Task objective:
Lines containing the word "Hazan" are the ones to copy from the records below.

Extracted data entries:
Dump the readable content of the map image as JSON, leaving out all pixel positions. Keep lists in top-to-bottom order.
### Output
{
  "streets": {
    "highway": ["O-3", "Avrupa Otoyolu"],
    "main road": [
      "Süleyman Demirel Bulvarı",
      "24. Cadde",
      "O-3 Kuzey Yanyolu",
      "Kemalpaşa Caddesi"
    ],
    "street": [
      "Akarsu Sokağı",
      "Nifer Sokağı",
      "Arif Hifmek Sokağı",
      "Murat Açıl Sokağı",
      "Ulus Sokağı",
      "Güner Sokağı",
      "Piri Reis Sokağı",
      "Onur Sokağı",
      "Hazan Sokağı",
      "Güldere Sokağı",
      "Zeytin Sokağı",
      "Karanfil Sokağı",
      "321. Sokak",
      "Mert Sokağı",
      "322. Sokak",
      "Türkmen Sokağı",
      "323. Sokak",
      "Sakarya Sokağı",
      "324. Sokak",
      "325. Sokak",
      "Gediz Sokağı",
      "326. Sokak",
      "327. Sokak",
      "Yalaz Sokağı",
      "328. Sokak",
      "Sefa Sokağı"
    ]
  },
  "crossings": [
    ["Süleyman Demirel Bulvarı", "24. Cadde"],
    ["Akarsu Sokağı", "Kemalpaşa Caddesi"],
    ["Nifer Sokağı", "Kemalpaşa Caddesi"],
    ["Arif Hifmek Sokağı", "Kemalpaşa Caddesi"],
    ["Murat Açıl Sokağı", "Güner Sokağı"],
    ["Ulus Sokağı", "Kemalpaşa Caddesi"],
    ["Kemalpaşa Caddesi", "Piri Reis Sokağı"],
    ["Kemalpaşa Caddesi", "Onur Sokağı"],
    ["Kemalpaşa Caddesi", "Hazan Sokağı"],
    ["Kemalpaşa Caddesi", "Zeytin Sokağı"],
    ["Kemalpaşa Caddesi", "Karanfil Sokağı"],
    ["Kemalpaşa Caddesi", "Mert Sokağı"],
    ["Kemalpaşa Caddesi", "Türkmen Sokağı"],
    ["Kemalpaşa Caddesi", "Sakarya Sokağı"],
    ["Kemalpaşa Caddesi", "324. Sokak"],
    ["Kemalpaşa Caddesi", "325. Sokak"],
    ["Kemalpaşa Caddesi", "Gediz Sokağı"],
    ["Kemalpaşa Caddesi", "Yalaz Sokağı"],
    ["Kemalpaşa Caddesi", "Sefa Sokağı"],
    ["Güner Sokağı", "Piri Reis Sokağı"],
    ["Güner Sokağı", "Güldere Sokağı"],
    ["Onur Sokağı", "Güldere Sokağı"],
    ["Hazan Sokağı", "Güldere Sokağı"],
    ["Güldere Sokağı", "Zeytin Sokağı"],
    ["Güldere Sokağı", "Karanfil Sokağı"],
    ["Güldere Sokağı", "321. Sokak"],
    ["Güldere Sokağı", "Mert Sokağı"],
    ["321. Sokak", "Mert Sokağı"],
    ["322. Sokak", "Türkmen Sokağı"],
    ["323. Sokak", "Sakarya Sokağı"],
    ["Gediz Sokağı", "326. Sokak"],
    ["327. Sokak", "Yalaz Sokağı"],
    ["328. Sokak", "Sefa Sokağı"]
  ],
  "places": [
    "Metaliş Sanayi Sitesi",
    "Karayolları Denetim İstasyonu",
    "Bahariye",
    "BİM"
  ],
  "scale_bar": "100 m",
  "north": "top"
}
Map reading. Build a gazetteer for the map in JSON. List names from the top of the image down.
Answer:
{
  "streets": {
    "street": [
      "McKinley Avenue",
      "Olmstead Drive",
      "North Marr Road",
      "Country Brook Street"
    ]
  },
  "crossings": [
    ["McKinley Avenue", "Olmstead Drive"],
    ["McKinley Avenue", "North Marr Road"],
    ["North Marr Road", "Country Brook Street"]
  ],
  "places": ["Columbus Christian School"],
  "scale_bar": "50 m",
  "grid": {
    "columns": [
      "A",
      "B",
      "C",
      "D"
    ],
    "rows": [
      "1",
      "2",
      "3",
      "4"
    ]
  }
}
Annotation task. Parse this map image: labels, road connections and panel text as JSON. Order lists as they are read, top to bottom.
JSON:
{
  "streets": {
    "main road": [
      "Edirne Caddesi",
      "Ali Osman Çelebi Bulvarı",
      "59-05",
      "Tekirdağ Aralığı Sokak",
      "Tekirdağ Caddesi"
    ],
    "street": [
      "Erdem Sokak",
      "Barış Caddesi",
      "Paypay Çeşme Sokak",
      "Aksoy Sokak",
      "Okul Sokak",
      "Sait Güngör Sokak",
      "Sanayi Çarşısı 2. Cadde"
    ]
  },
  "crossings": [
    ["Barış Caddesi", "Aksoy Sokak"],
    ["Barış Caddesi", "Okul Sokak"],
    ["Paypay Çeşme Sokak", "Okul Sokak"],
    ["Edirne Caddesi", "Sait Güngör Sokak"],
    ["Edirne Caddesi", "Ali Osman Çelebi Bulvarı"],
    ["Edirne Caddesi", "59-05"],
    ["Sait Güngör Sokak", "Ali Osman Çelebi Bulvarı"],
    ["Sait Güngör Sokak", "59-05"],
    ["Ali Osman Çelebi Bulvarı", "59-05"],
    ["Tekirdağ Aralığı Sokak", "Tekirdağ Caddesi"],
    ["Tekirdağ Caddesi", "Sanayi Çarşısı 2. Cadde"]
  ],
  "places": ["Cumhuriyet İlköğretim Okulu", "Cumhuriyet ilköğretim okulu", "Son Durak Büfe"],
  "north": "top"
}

Written answer:
      "Hazan Sokağı",
    ["Kemalpaşa Caddesi", "Hazan Sokağı"],
    ["Hazan Sokağı", "Güldere Sokağı"],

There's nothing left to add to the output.